Copying each record below exactly is the whole task.

• [THE RECORDS]:
****
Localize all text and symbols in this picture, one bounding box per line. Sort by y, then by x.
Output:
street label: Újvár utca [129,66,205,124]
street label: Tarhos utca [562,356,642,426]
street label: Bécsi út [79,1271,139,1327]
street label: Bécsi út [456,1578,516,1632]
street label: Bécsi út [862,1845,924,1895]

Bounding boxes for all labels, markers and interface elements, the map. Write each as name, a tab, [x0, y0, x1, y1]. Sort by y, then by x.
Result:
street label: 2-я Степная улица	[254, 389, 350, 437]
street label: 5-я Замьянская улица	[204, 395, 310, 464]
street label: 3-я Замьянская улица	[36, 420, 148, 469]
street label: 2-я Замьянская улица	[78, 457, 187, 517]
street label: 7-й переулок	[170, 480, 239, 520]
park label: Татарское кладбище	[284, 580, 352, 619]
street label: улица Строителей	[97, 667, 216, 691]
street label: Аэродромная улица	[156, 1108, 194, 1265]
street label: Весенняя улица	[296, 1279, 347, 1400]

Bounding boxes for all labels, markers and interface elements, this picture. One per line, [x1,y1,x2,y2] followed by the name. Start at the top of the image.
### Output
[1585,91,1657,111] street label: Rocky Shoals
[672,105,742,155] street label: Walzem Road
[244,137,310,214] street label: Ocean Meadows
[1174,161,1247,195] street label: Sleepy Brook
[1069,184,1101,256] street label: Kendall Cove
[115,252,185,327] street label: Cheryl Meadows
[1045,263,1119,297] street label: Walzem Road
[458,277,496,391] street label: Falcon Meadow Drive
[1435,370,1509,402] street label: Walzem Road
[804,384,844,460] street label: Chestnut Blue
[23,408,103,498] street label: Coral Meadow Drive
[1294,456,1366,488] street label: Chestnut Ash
****
• [RESPONSE TO THIS EXERCISE]:
Localize all text and symbols in this picture, one bounding box per line. Sort by y, then by x.
Output:
street label: Újvár utca [129,66,205,124]
street label: Tarhos utca [562,356,642,426]
street label: Bécsi út [79,1271,139,1327]
street label: Bécsi út [456,1578,516,1632]
street label: Bécsi út [862,1845,924,1895]

Bounding boxes for all labels, markers and interface elements, the map. Write each as name, a tab, [x0, y0, x1, y1]. Sort by y, then by x.
Result:
street label: 2-я Степная улица	[254, 389, 350, 437]
street label: 5-я Замьянская улица	[204, 395, 310, 464]
street label: 3-я Замьянская улица	[36, 420, 148, 469]
street label: 2-я Замьянская улица	[78, 457, 187, 517]
street label: 7-й переулок	[170, 480, 239, 520]
park label: Татарское кладбище	[284, 580, 352, 619]
street label: улица Строителей	[97, 667, 216, 691]
street label: Аэродромная улица	[156, 1108, 194, 1265]
street label: Весенняя улица	[296, 1279, 347, 1400]

Bounding boxes for all labels, markers and interface elements, this picture. One per line, [x1,y1,x2,y2] followed by the name. Start at the top of the image.
### Output
[1585,91,1657,111] street label: Rocky Shoals
[672,105,742,155] street label: Walzem Road
[244,137,310,214] street label: Ocean Meadows
[1174,161,1247,195] street label: Sleepy Brook
[1069,184,1101,256] street label: Kendall Cove
[115,252,185,327] street label: Cheryl Meadows
[1045,263,1119,297] street label: Walzem Road
[458,277,496,391] street label: Falcon Meadow Drive
[1435,370,1509,402] street label: Walzem Road
[804,384,844,460] street label: Chestnut Blue
[23,408,103,498] street label: Coral Meadow Drive
[1294,456,1366,488] street label: Chestnut Ash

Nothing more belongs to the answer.